Is there a limit to how many calories a person can burn? Dr. Andrew Best, MCLA Assistant Professor of Biology, is currently researching this with ultra-endurance athletes.
Dr. Best is working with Dr. Herman Pontzer and Pontzer Lab from Duke University to study the limits of sustained energy expenditure and the physical capacity for endurance limited by energy. Dr. Best is a biological anthropologist who asks evolutionary questions about human physiology, or, the role of sweating in human evolution, metabolism, energetic limits, and more.
This summer, Dr. Best and Dr. Pontzer are studying a small sample size of 12 ultra-endurance athletes of various ages – as young as 20 and as old as 50 – to understand how many total calories one person can burn.
“It’s a natural experiment where they dedicate their life to burning calories,” Best
said. “There’s a
lot of training and multiple competitions.

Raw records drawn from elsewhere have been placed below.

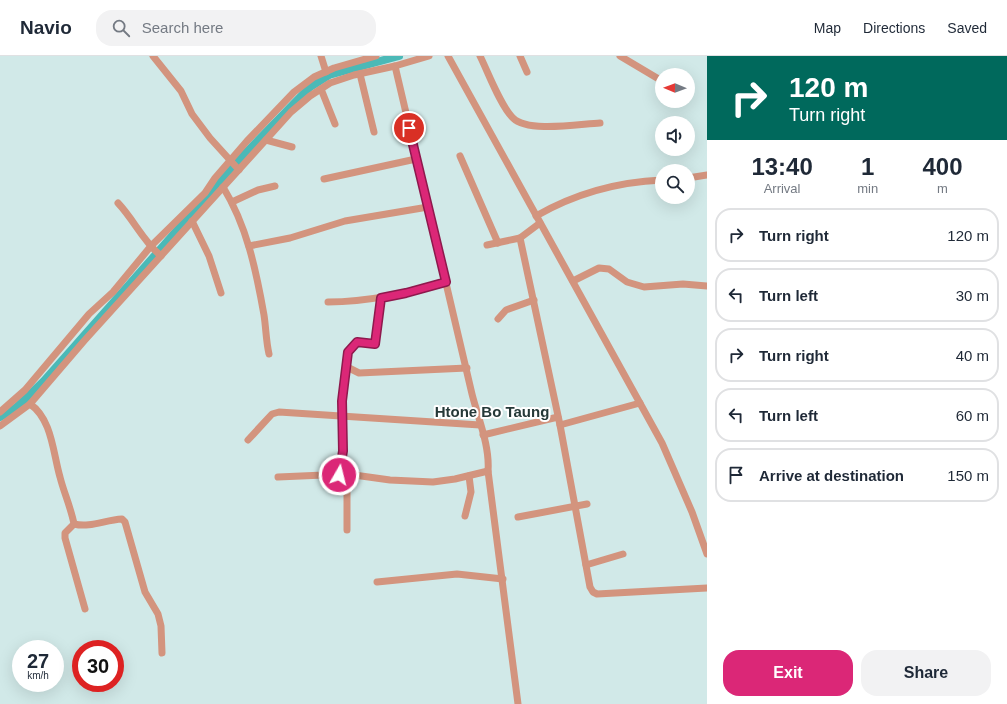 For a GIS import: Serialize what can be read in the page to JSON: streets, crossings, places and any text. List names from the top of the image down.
{
  "districts": ["Htone Bo Taung"],
  "north": "left",
  "page": {
    "header": "Navio",
    "search": "Search here",
    "nav": ["Map", "Directions", "Saved"],
    "turn": ["120 m", "Turn right"],
    "eta": [
      "13:40",
      "Arrival",
      "1",
      "min",
      "400",
      "m"
    ],
    "list": [
      {
        "name": "Turn right",
        "value": "120 m"
      },
      {
        "name": "Turn left",
        "value": "30 m"
      },
      {
        "name": "Turn right",
        "value": "40 m"
      },
      {
        "name": "Turn left",
        "value": "60 m"
      },
      {
        "name": "Arrive at destination",
        "value": "150 m"
      }
    ],
    "speed": "27 km/h",
    "limit": "30",
    "buttons": ["Exit", "Share"]
  }
}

We know that these people are burning a
huge number
of calories, and if anyone is going to break our prediction, then it’s them.”
To track data from the sample size, Best uses the doubly-labeled water method to measure
totalenergy expenditure (TEE) in ultra-endurance athletes during both ultra events
and a 10-day baseline period of normal life and training. Together with basal metabolic
rate, or BMR (including measurements taken at MCLA via indirect calorimetry), this
will allow Best to calculate metabolic scope (TEE/BMR).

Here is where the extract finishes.